**Exercise requirements**
Your task is to set down the line containing "Quick job: Build" and every later line of the entries, word for word, including the last.
(Records to use begins)
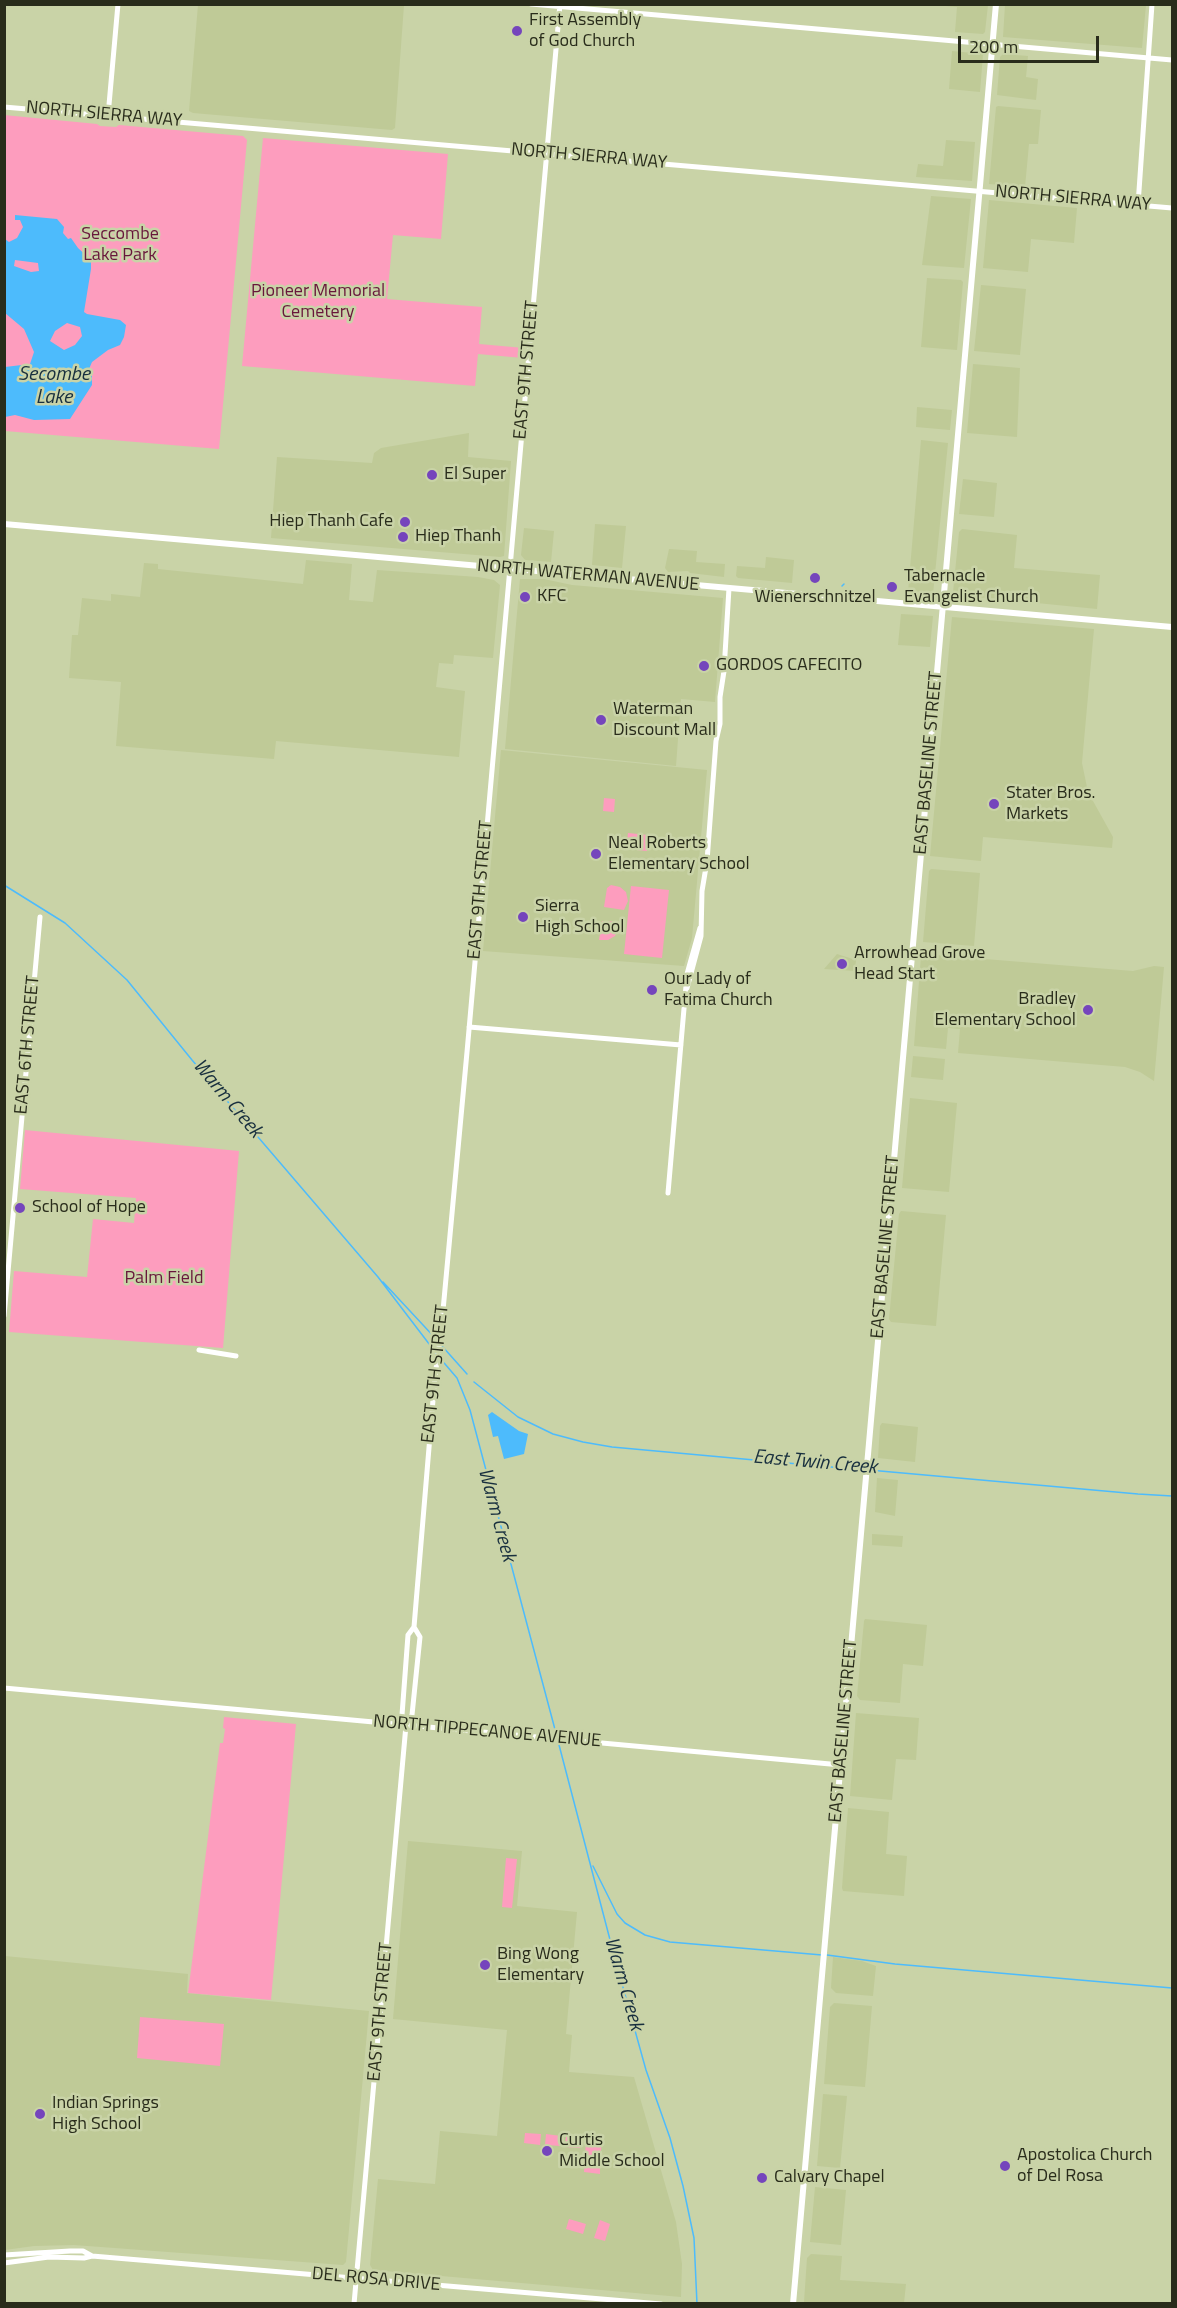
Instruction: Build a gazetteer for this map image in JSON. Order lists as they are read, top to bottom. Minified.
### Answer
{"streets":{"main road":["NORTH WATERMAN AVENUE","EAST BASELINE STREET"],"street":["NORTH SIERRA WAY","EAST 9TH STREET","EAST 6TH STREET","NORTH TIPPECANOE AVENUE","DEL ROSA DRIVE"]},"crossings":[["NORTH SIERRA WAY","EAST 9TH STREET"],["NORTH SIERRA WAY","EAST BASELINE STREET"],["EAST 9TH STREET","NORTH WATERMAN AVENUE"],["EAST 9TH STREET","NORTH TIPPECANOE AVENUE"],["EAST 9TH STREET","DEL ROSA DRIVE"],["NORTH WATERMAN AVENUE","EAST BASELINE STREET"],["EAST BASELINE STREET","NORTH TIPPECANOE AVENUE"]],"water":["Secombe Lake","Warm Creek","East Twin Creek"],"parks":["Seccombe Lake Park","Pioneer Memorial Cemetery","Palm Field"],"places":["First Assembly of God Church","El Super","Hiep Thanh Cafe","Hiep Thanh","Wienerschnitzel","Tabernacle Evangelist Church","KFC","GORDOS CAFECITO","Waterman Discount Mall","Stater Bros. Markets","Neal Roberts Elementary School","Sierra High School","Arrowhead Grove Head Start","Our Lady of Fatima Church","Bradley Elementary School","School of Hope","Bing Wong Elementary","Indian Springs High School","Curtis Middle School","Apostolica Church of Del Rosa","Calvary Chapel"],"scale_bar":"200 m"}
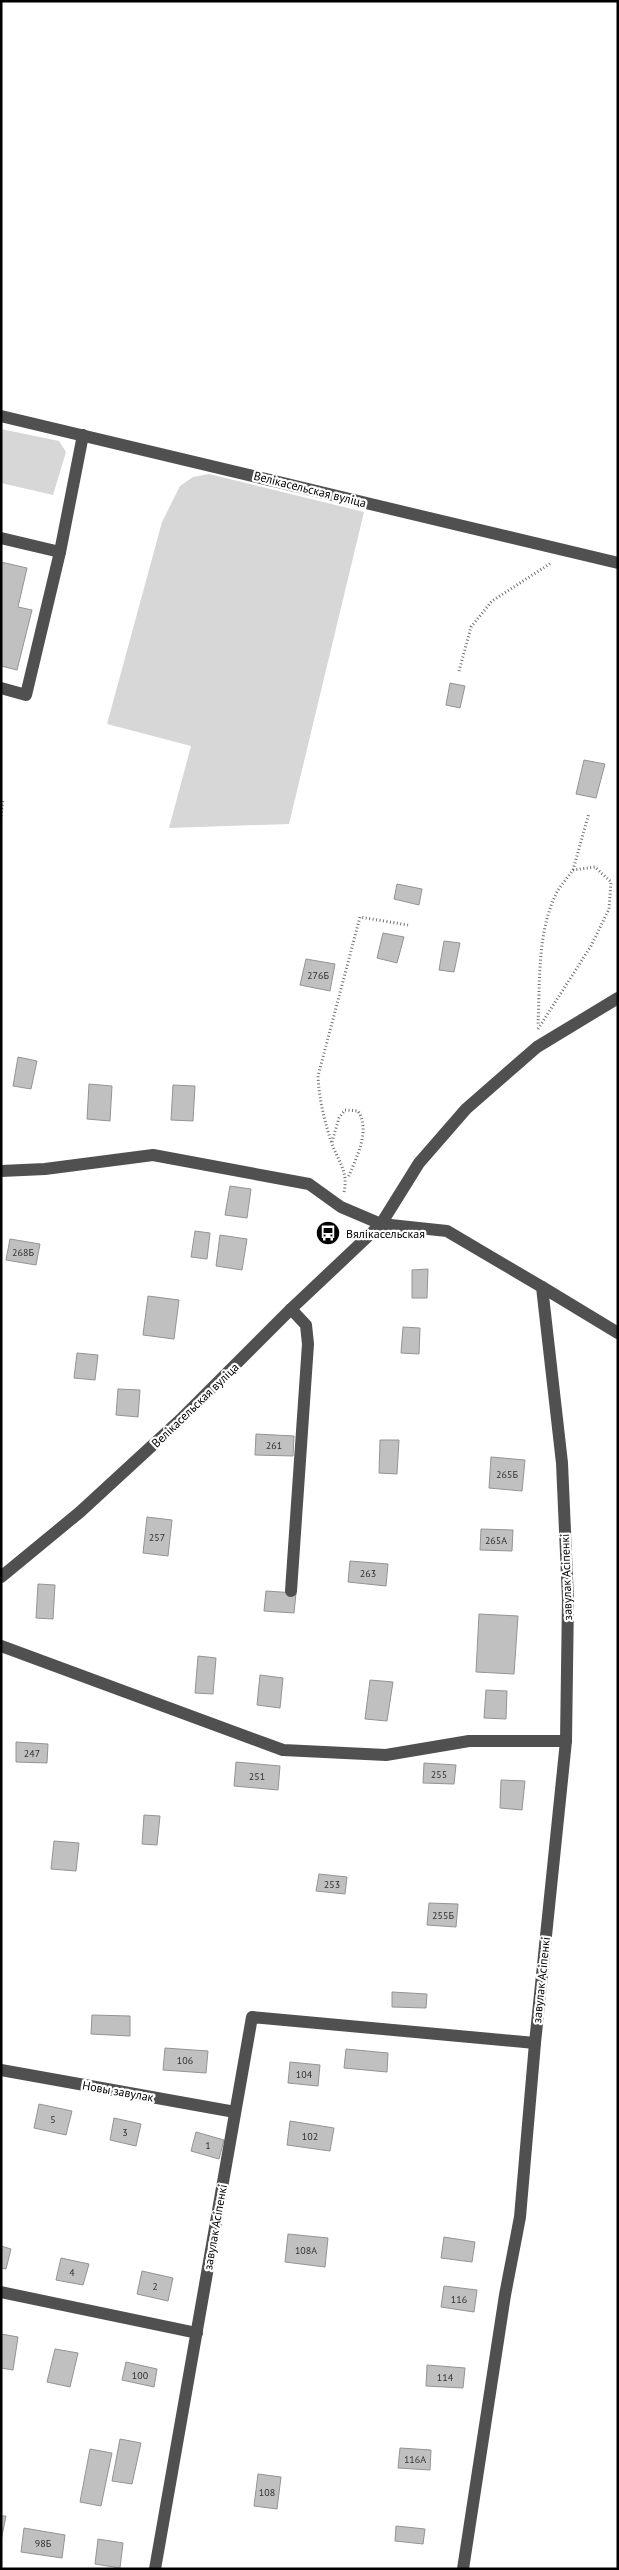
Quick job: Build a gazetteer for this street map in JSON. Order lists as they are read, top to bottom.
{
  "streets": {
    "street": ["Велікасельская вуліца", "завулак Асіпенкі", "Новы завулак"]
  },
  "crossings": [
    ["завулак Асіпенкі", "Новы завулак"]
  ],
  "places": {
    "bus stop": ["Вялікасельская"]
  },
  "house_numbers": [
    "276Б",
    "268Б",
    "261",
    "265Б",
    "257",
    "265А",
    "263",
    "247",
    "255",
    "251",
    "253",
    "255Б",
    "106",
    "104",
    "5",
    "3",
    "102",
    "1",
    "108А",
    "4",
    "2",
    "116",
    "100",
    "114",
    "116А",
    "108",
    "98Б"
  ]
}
(Records to use ends)
**Task output**
Quick job: Build a gazetteer for this street map in JSON. Order lists as they are read, top to bottom.
{
  "streets": {
    "street": ["Велікасельская вуліца", "завулак Асіпенкі", "Новы завулак"]
  },
  "crossings": [
    ["завулак Асіпенкі", "Новы завулак"]
  ],
  "places": {
    "bus stop": ["Вялікасельская"]
  },
  "house_numbers": [
    "276Б",
    "268Б",
    "261",
    "265Б",
    "257",
    "265А",
    "263",
    "247",
    "255",
    "251",
    "253",
    "255Б",
    "106",
    "104",
    "5",
    "3",
    "102",
    "1",
    "108А",
    "4",
    "2",
    "116",
    "100",
    "114",
    "116А",
    "108",
    "98Б"
  ]
}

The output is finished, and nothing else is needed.